The new restaurant will sit within that farm. Designed by Danish starchitect Bjarke Ingels, it will also include a greenhouse roof tended to by a full-time farming staff. Marketing ploy or another example of the global trend towards locally grown food? We think this is the real deal, and a harbinger of where the food industry is leading.

Noma is known for culinary excellence built upon innovative use of local, seasonal foodstuffs. The World’s 50 Best, which compiles an annual rating of the planet’s best eateries, wrote of Noma in their 2015 review, “Dishes are in step with the seasons, such as milk curd and the first garlic of 2015; and the first green shoots of spring with a scallop marinade…what [Redzepi] does best: playing with techniques such as fermenting and pickling for creations beyond most people’s eating perceptions.”  The restaurant ranks third in this year’s list.
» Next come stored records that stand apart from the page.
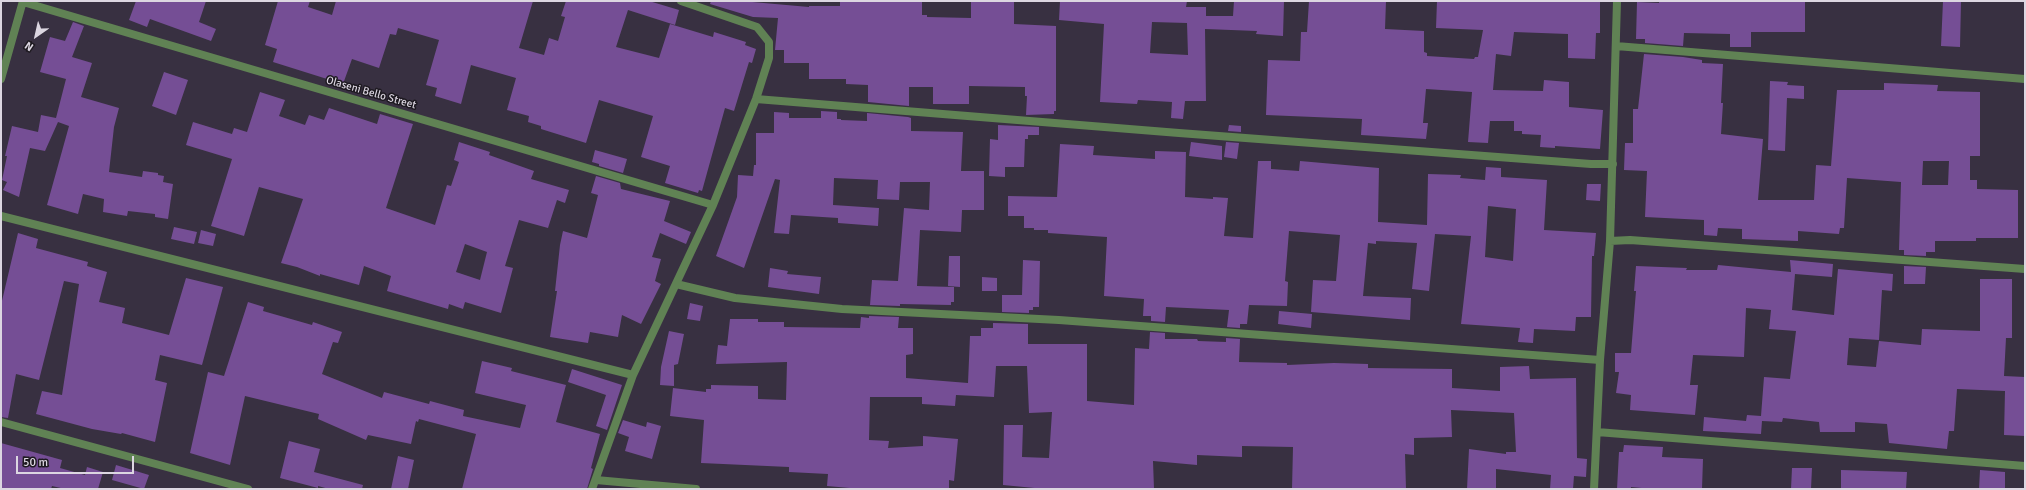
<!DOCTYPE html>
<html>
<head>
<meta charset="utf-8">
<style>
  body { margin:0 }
  #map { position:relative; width:2026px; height:490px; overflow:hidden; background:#383041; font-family:Signika,sans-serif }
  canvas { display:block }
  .frame { position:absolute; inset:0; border:2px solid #dcd6e1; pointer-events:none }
  .north { position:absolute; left:16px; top:16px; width:40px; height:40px; -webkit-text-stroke:3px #1e1a21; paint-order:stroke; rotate:214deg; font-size:11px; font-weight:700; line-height:16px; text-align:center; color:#dcd6e1 }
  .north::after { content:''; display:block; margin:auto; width:14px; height:18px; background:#dcd6e1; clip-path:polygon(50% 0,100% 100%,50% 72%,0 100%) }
  .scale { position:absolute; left:16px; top:456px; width:118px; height:18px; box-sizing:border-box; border:2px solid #dcd6e1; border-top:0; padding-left:5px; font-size:12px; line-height:14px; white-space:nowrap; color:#dcd6e1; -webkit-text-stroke:3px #1e1a21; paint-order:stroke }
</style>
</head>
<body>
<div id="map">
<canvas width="2026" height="490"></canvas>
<div class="frame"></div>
<div class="north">N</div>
<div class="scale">50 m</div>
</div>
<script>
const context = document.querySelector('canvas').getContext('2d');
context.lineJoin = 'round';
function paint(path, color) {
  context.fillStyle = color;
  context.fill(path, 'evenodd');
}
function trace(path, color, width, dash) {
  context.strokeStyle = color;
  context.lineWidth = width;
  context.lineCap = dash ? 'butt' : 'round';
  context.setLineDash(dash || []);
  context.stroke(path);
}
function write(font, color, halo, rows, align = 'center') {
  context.font = font + ' Signika,sans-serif';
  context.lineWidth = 3;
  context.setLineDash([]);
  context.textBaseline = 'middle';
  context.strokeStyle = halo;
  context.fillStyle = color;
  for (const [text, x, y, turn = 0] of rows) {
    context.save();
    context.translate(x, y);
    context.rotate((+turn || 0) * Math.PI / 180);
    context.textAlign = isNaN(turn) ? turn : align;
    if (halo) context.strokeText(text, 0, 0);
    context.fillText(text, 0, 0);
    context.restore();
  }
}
const building = new Path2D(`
  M136 1H206L199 22 216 29 211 41 150 19 147 27 129 20Z
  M278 1H310L308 7 332 15 336 1H533L519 48 544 55 549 38 558 41 565 17 561 16 566 1H649L679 10 675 25 628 10 616 47 659 58 670 24 713 37 714 32 746 42 745 45 756 49 752 63 749 62 734 111 725 108 702 191 699 190 698 193 665 183 670 166 641 157 653 116 599 100 586 143 541 129V126L528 122 529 116 507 110 516 78 471 65 461 104 435 96 437 88 426 85 439 40 398 28 396 35 390 34 379 68 352 59 343 84 273 62 277 49 265 45Z
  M711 1H741L809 7V6H840V1H922V15H927V17L971 18V1H1014V24L1056 26V111H1054V114L1026 115 1027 96H1025V87L969 86V104H933V87H909V106L868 102V85L846 84V79H809V63H784V50H775L778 18 753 17 710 4Z
  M1060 1 1105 2V1H1187L1186 7H1206V16H1233L1234 1H1284L1283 36 1256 34 1257 31 1205 29 1206 101H1185L1183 119 1171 118 1172 102 1138 100 1137 104 1100 102 1104 24 1059 20ZM1152 22 1187 23 1188 55 1150 53Z
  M1309 1H1386L1385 29 1424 31V52L1427 53V56L1474 59 1475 57H1478L1483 30 1436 28 1437 1H1600V33H1596L1595 59 1568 58V34L1514 32 1511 56 1496 54 1493 90 1543 91 1544 80 1569 82V107L1603 110 1600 149 1555 146V148L1540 147 1541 135 1522 134V131H1514V121H1490L1488 143 1468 142 1472 92 1426 89 1423 123H1428L1426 139 1361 135 1362 119 1266 115 1268 60 1300 61 1301 32H1307Z
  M1659 1H1805V32H1751V47H1730V34L1684 33 1683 46 1645 43V39H1636L1637 2 1659 3Z
  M1943 1H1961L1960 47 1941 46Z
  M73 22 84 26 72 57 92 63 81 97 119 108 114 127 109 172 142 177 143 171 158 173V175L164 176 163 182 173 184 168 219 155 217V214L128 211 127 216 103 212 104 199 83 194 78 214 47 205 69 126 58 122 45 151 30 148 19 197 3 190 7 182 2 180 7 156H5L12 126 38 132 41 115 56 118 66 79 40 72 50 37 65 41Z
  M1644 54 1683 57 1702 60V63L1723 64 1721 103H1723L1721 134 1763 139 1758 200H1814L1816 165 1831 166 1837 90H1884V83L1938 85 1937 91 1980 92V156H1970V180H1977V189L2018 190V238H1976V241H1935V252H1926V256L1904 255V250H1899L1901 182 1847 178 1844 228H1840L1839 234 1798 231V241L1742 239V229L1718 228 1717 236 1704 235V220L1645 217 1647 171 1624 170 1625 143H1633V109H1638ZM1923 161H1949L1948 185H1922Z
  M164 72 188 80 176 115 152 106Z
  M1770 81 1788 82 1787 85 1804 86V99L1787 98 1785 151 1768 150Z
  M260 92 285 100 279 116 305 125 309 115 324 120 329 108 377 124 380 114 413 124 386 208 435 225 447 185 451 186 459 162 454 160 459 142 490 152 489 155 534 171 531 179 569 190 565 203 557 200 548 228 519 220 505 266 513 268 501 313 465 302 463 309 449 304 448 309 387 291 391 276 364 266 359 285 320 274V276L297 267 281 263 303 199 259 187 244 236 211 226 232 159 186 145 193 122 232 134 234 128 247 132ZM465 244 487 252 480 280 456 272Z
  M821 111 837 112V119H841V120L867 121V113L908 117 911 118V131L963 132 961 171H984V210H962L961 232 920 230 917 286 954 287V302H951V305L900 304V306L870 305 872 280 898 281 904 208 929 210 930 182H900L899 200 877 199 878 180 834 178 833 205 879 208 878 226 838 223V218L791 215 789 234 774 233 780 180 775 179 744 268 716 256 737 197 738 175 753 176 754 165H756V133H774V112L789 113V118H821Z
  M998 125 1039 127V135H1028V139H1025L1024 167H1005V177L989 176 990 139 998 140Z
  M1229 125 1241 126V132L1228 131Z
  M1191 142 1222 146V160L1189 156Z
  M1226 142 1239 143 1237 159 1224 157Z
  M1060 144 1094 146 1093 155 1155 159V151L1186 152 1185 197 1213 199V197L1228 198 1224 236 1253 238 1258 161H1271V169L1299 171 1300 161 1379 168 1378 222 1427 225 1428 174 1461 175 1460 178 1485 180 1486 167 1501 168V177L1547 180 1544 230 1596 233 1594 256H1592L1591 317H1576L1575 331 1534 329 1533 343 1518 342 1520 328 1461 324 1471 236 1435 234 1429 291 1412 289 1417 243 1376 241V244L1368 243 1363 296 1411 298 1410 320 1311 312 1313 280 1336 281 1340 235 1289 231 1285 281 1288 282 1287 306 1249 305 1247 324H1240V328L1227 327 1229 310 1166 307 1165 322 1151 321V316H1143L1144 299 1104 296 1107 237 1048 233V230H1034V228H1024V216H1008V196L1057 197ZM1488 206 1516 209 1513 261 1485 257Z
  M595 150 627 159 623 173 599 166V164L592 162Z
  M596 176 620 183 621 189 670 201 664 221 691 232 686 244 660 233 652 257 661 259 655 281 661 284 641 324 622 315 618 337 590 332 588 343 550 337 557 291H555L560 245 563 231 587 238 598 195 591 193Z
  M1587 184H1601L1600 201 1586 200Z
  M174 227 197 232 194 244 171 239Z
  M201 230 216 234 213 246 198 243Z
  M18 233 38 239 36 248 88 262 87 266 107 272 99 302 125 308 122 323 169 335 186 278 223 287 202 365 160 355 155 380 167 383 155 442 122 433 121 434 92 429 36 414 42 391 62 395 79 284 64 281 39 380 16 374 8 418 1 417V305Z
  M949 256H960V287L948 286Z
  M1023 260 1040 261 1039 307H1033V310H1029V313L1002 312V295H1022Z
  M1790 260 1833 264 1832 277 1795 274 1792 310 1834 315 1838 269 1893 274 1892 291 1882 290 1879 340 1849 338 1847 365 1876 367 1879 341 1921 345 1922 329 1980 331V279H2012V338H2006L2004 376 2025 377V436L2004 435 2005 391 1957 389 1954 431H1949L1947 449 1889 443 1887 424 1855 422V432H1820L1819 422 1783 418 1782 422 1762 421 1761 434 1703 431 1704 417 1746 421 1747 415 1761 416 1764 377 1790 379 1796 331 1769 329 1771 310 1746 308 1744 357 1693 355 1690 385H1698L1695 415 1630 410 1631 395 1616 393 1619 372H1615V353H1631L1636 291H1634L1636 266 1687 268 1686 270H1717L1718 265 1791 272Z
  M1904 266 1926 267 1925 284H1904Z
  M770 268 788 271 787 274 821 277 819 294 768 287Z
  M982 277 997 278V291H982Z
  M248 302 264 307 263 311 312 325 313 322 342 332 338 343 333 342 322 374 382 398 384 392 429 404 430 401 464 410 463 416 520 428 526 405 475 393 482 361 512 368 511 371 566 385 556 422 600 434 591 468 593 469 587 489H462L476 434 419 419 418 422 416 421 411 444 368 435 366 440 318 419 319 414 245 396 230 465 190 453 208 372 224 376Z
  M690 303 703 306 700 321 687 319Z
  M1279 311 1312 314 1311 328 1278 324Z
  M869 316 899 317 898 328H913V354L906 355V378L968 383 970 336H981V328H993V323L1028 324V344H1087V401L1134 405 1135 348 1149 349 1150 332 1165 333V339H1197L1198 341 1226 342V338L1240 339 1239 362 1287 363V365L1334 363 1368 364V368L1452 369V388L1500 391V367L1529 366 1530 379 1576 378 1577 458 1587 459 1586 477 1574 476 1573 489H1550L1551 475 1496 469V489H1467L1469 449 1506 454V452H1516L1514 413 1451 410 1452 437 1414 438V455L1405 454 1406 489H1292L1293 447 1242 446V457L1197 455V465L1153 461 1154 489H1045L1003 485 1004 425H1023L1022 457 1049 458 1052 412 1029 413 1027 366H996L994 397 956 395 955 406 922 404V397H870L869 440 889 441 888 448 923 446V436L958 439 954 481 949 480V489H861L827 486 828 474 789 472V467L701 463 704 420 670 416 673 388 706 392V389H711V385L758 386V399L786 400 787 362 716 364 718 345 727 346 730 319H758V322H784V327L860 328 861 317 869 318Z
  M669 331 684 334 678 364 674 365V386L660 385 661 367Z
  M572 369 622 385 607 430 596 426 606 395 568 382Z
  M623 420 646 427 647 422 661 426 652 459 625 451 629 437 618 433Z
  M289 441 320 449 314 472 363 485 362 489H329L318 486V488L280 478Z
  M1 443 62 460 60 468 85 475 87 467 103 472 98 489H65L52 486 51 489H1Z
  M1624 445 1663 447 1662 457 1703 459 1702 489H1652L1631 487V489H1617L1619 452H1623Z
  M398 456 414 460 408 489H391Z
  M116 465 149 475 144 489 112 480Z
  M1792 468H1812L1811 489H1791Z
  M1841 470 1907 472 1906 489H1841Z
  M1980 470 2005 472V489H1979Z`);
const street = new Path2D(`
  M23 2 713 205
  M1616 46 2025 79
  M1 79 23 1
  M756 99 1179 133 1591 164H1613
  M1 216 633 375
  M1610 241 1630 240 2025 269
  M676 284 735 298 842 309 1059 320 1600 360
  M1 422 248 489
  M1597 432 2025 466
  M596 480 696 489
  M592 489 633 375 713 205 756 99 769 58V42L757 27 681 1
  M1594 489 1600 360 1610 241 1617 1`);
const streetNames = [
  ["Olaseni Bello Street",371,93,16]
];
paint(building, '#754e95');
trace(street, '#608254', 8);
write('11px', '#dcd6e1', '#1e1a21', streetNames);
</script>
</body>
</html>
The chef said he wants to continue to shake things up and pursue a “reverent adherence to seasonality.”  His fall menu will focus only on dishes made from wild game and “foraged autumnal ingredients.” The new Noma will change into a seafood-only restaurant in winter. And when “the world turns green”  in spring and summer, the menu will go fully vegetarian, with most of the produce coming from its surrounding farm.

Karin Kloosterman has reported on initiatives underway in the US and Israel to introduce small farms into the cityscape, usually through increasingly efficient hydroponics, and using new technology such as Primaflor’s dry air cooling systems and operating systems like flux. Even NASA is experimenting with farming in the zero-atmosphere of outer space.

The food industry is challenged to feed a growing population, while reducing transport and waste, and mitigating regional shortages in water and phosphorus.  Noma is among the most influential restaurants of this century, perhaps its well-heeled clientele will eat up Redzepi’s message along with his meals, adding to the momentum of the local foods movement.